The Rev. Paul Shanley, a central figure in the clergy sex abuse scandal, was jeered by angry protesters Wednesday as he left a courthouse free on $300,000 cash bail put up by a mystery group of friends, relatives and supporters.
Shanley, who has pleaded innocent to 10 counts of child rape, was released after spending seven months in jail. The retired priest must remain in Massachusetts and cannot have contact with anyone under 16, or with alleged victims or witnesses.
Shanley, 71, was silent and stared straight ahead as he was jostled by a media throng and jeered by about a dozen protesters outside court in Cambridge.
”Sick excuse for a Catholic priest!” protester Phil DeAlbuquerque yelled. ”For something like this to happen–a person as evil as he is, we definitely have a problem in our judicial system.”
Later Wednesday, leaders of a large group of lay Catholics voted to join a growing chorus calling for the resignation of Boston Cardinal Bernard Law.
The group, which has been banned from meeting in most parishes by bishops skeptical of their motives, said recent revelations detailing the extent of the crisis left them with no choice but to publicly declare the archdiocese in need of new leadership.
It was an abrupt shift: Voice of the Faithful, which has grown to 25,000 members nationwide since forming in January, had for months favored working with church officials on change.
Law remained at the Vatican, where he has been meeting with church hierarchy this week amid speculation that he may resign or get approval to declare bankruptcy in a bid to keep the Boston archdiocese from financial ruin.
The cardinal was not seen Wednesday at John Paul’s weekly general audience, which is often attended by visiting prelates.
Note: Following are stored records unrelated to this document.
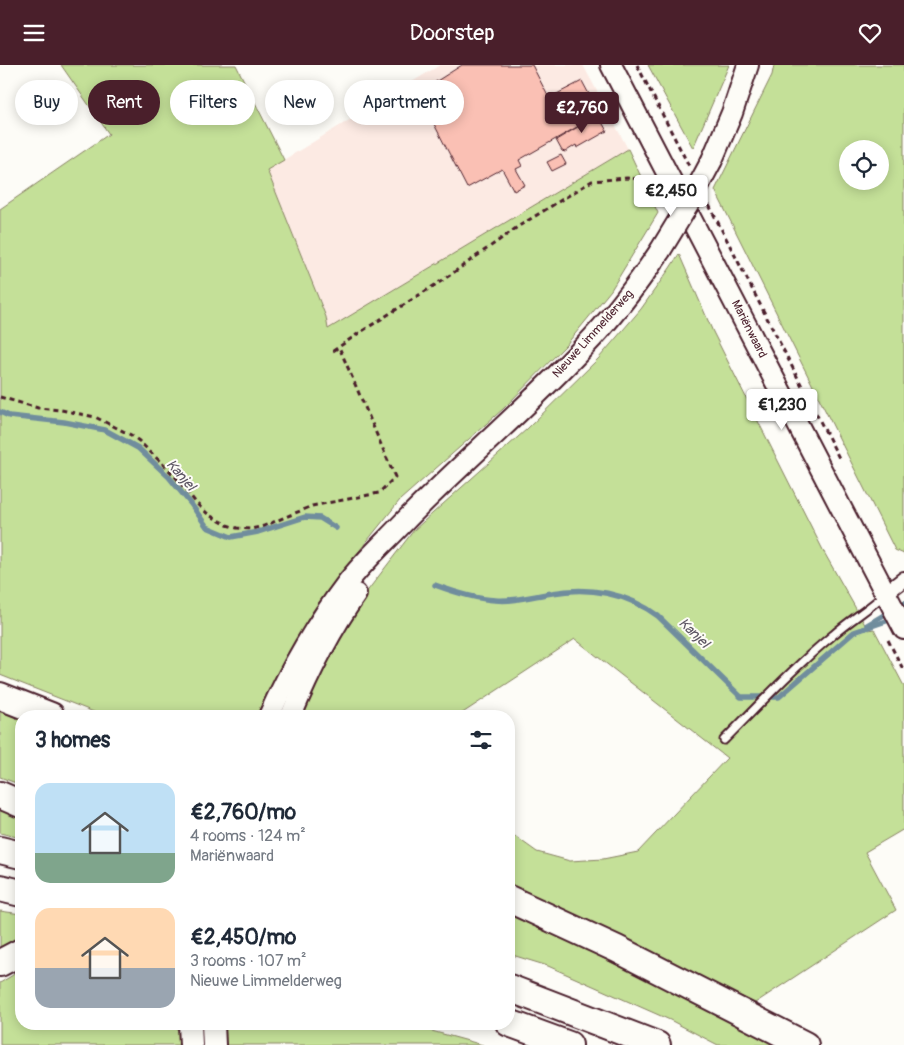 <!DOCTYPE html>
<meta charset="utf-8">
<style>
:root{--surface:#fff;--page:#f6f6f7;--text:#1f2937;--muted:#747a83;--accent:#4a1f2b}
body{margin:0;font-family:Pangolin,sans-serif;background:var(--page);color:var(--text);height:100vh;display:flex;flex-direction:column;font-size:19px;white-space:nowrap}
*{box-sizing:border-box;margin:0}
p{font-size:16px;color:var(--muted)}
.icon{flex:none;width:28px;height:28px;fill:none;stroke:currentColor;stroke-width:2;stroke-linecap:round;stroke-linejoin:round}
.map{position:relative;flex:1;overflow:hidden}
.details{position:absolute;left:15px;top:645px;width:500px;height:320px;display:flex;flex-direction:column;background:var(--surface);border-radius:20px;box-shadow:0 2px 12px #0003}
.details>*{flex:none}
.hud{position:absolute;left:15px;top:15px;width:500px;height:45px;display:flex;gap:10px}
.buttons{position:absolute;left:839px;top:75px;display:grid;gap:10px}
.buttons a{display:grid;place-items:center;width:50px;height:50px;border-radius:50%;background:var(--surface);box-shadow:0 2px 12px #0003;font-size:25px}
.price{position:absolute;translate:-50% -42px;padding:0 11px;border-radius:5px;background:#fff;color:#222;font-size:16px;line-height:32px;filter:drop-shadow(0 1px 2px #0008)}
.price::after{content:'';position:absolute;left:50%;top:30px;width:15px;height:11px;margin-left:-8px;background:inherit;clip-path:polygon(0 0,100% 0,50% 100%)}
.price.on{background:var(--accent);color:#fff}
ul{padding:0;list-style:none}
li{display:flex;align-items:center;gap:15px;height:125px;padding:0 20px}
li span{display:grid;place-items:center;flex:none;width:140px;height:100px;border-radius:15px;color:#555}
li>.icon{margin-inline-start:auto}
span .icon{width:60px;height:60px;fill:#fffc;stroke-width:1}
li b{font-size:21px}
h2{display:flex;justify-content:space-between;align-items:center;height:60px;padding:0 20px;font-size:21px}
.tag{padding:0 18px;border-radius:22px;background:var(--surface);box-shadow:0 2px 12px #0003;font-size:18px;line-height:45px}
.tag.on{background:var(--accent);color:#fff}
header{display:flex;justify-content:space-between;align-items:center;height:65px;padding:0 20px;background:var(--accent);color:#fff;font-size:22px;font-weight:600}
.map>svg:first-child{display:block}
.built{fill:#fceae3}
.green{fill:#c4e098;stroke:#878062;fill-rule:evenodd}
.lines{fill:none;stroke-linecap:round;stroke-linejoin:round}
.stream{stroke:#708d9d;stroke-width:5.5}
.building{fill:#fac0b4;stroke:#4a1f2b}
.lane-casing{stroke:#4a1f2b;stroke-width:11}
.street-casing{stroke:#4a1f2b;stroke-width:18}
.secondary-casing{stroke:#4a1f2b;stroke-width:24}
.primary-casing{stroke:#4a1f2b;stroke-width:26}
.highway-casing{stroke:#4a1f2b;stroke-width:30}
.path{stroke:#4a1f2b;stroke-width:3;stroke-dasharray:5 4;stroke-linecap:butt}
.lane{stroke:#fdfcf7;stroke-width:7}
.street{stroke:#fdfcf7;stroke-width:14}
.secondary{stroke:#fdfcf7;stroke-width:20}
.primary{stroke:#fdfcf7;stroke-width:22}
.highway{stroke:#fdfcf7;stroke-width:26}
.secondary-bridge-casing{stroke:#4a1f2b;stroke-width:24;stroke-linecap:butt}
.secondary-bridge{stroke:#fdfcf7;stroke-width:20}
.labels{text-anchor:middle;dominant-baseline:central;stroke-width:4;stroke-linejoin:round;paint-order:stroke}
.street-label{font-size:12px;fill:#4a1f2b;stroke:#fdfcf7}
.water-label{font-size:14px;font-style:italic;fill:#5d5664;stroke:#fdfcf7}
</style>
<header><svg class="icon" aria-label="menu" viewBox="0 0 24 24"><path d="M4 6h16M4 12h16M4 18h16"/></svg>Doorstep<svg class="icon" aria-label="heart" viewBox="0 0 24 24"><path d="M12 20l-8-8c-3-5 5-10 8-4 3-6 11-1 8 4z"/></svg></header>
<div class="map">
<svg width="904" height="980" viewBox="0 0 904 980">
<rect width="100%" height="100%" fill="#fdfcf7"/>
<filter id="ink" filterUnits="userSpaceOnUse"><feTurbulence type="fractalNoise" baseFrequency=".02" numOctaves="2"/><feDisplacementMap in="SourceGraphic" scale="10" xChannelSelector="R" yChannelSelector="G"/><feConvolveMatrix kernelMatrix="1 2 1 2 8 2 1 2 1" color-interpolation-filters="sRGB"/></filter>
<g filter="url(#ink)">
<!-- built -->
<polygon class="built" points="440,0 583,0 628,84 328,265 326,251 267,105"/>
<!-- green -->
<g class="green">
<polygon points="61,0 236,0 284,95 267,105 326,252 328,264 628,84 658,148 611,225 566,280 503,344 400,435 335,516 312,547 288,591 258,651 104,651 0,610 0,144 109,69"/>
<polygon points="648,0 729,0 693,83"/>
<path d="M774,0H904V489L895,485L715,125L772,10ZM848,84H880V116H848Z"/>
<polygon points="679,189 713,267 825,489 868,565 874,564 904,621 904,764 865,787 896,845 755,938 509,822 509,767 537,787 570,796 603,794 638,787 727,693 575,574 458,651 301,651 318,605 362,533 414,465 527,364 599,293 641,244 670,203"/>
<polygon points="0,642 21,651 21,720 0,712"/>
<polygon points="0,736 21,744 21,773 0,768"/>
<polygon points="0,846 21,849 21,881 0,890"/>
<polygon points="509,850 574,879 781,980 718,980 670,955 548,901 509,889"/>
<polygon points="21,905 21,959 178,959 179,980 0,980 0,918"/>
<polygon points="220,959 406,959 483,980 222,980"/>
</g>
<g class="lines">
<!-- stream -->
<g class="stream">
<polyline points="0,347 9,351 64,357 105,365 138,383 169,412 191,439 207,462 231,472 258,467 305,452 320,453 336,463"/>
<path d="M435,520C454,527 475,534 495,535C514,537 533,531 552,528C589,521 627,528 658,551L741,632H779L854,567L895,553"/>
<polyline points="867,560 904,538"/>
</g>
</g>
<!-- building -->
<g class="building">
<polygon points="462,0 532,0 549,33 582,16 598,46 596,47 598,50 519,95 522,101 516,104 525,120 514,126 502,104 467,123 418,28"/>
<polygon points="598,50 607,66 577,83 576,80 565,87 562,86 556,75"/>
<polygon points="561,90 566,99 552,106 547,97"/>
</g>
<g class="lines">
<defs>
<path id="lane" d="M724,675C760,639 794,602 833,570C850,555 869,544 885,529"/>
<polyline id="street" points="886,528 904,514"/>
<g id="secondary">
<polyline points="611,0 904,564"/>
<polyline points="712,95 732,48 748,0"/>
<path d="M269,651C290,604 316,559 347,518C363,497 383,479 401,460C460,399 525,345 583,283C612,253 637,220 660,186"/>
<path d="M291,651C309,608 329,567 356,529"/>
</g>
<g id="primary">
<polyline points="190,959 191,980"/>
<polyline points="213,959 214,980"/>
</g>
<g id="highway">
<polyline points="0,631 51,651"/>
<polyline points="0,730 21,739"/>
<polyline points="0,785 21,790"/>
<polyline points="0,823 21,828"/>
<polyline points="509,834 617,884 805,980"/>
<polyline points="0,898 21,887"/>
<polyline points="509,923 657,980"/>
<polyline points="509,958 569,980"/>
</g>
</defs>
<!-- lane casing -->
<use href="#lane" class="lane-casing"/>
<!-- street casing -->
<use href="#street" class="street-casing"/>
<!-- secondary casing -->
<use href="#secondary" class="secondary-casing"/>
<!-- primary casing -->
<use href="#primary" class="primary-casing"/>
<!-- highway casing -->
<use href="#highway" class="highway-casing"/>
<!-- path -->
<g class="path">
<polyline points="637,0 689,101"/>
<polyline points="709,140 840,395"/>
<polyline points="333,286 359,268 443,215 519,161 592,116 627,113 650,115"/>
<polyline points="0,332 38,343 61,345 95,352 131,370 139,376 174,410 197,439 209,450 227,460 237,463 251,464 264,461 312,441 379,428 395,412 339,282"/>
<polyline points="888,575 904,606"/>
</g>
<!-- lane -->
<use href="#lane" class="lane"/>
<!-- street -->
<use href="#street" class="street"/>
<!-- secondary -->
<use href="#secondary" class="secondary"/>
<!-- primary -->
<use href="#primary" class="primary"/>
<!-- highway -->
<use href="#highway" class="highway"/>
<defs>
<polyline id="secondary-bridge" points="660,186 688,140 712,95"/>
</defs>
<!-- secondary-bridge casing -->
<use href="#secondary-bridge" class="secondary-bridge-casing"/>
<!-- secondary-bridge -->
<use href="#secondary-bridge" class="secondary-bridge"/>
</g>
</g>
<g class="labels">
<!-- street labels -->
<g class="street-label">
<text transform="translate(749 264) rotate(63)">Mariënwaard</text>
<text transform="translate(593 269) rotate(-48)">Nieuwe Limmelderweg</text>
</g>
<!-- water labels -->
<g class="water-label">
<text transform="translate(181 410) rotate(49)">Kanjel</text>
<text transform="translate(694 568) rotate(44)">Kanjel</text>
</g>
</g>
</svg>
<div class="buttons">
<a><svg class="icon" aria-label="locate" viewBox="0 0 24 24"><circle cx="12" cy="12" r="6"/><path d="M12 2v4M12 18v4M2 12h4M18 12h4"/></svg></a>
</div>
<b class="price on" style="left:582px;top:69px">€2,760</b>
<b class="price" style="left:671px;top:152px">€2,450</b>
<b class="price" style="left:782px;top:366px">€1,230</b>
<div class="hud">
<a class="tag">Buy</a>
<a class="tag on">Rent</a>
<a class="tag">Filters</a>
<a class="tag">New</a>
<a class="tag">Apartment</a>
</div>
<section class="details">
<h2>3 homes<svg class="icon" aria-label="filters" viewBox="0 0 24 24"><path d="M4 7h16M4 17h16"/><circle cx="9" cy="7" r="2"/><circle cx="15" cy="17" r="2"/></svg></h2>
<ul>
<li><span style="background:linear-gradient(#bfe0f5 70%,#7fa58c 0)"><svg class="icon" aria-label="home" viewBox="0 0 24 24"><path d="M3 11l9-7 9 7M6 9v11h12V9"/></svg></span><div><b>€2,760/mo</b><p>4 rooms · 124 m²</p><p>Mariënwaard</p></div></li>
<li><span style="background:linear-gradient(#ffd9b3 60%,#9aa5b1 0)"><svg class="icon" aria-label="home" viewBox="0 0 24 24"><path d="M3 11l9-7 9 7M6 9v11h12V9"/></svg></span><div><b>€2,450/mo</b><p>3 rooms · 107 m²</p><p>Nieuwe Limmelderweg</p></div></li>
</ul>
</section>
</div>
The two are expected to meet Friday.
Fifty-eight priests delivered a letter to Law’s residence Monday asking him to resign, and more priests have endorsed the document. The 300-member Boston Priests Forum may issue its own resolution urging Law’s resignation at a meeting Friday.
The scandal has engulfed Boston for almost a year and pressure on Law has only increased since the archdiocese was forced to release 11,000 church personnel documents to attorneys representing hundreds of alleged victims.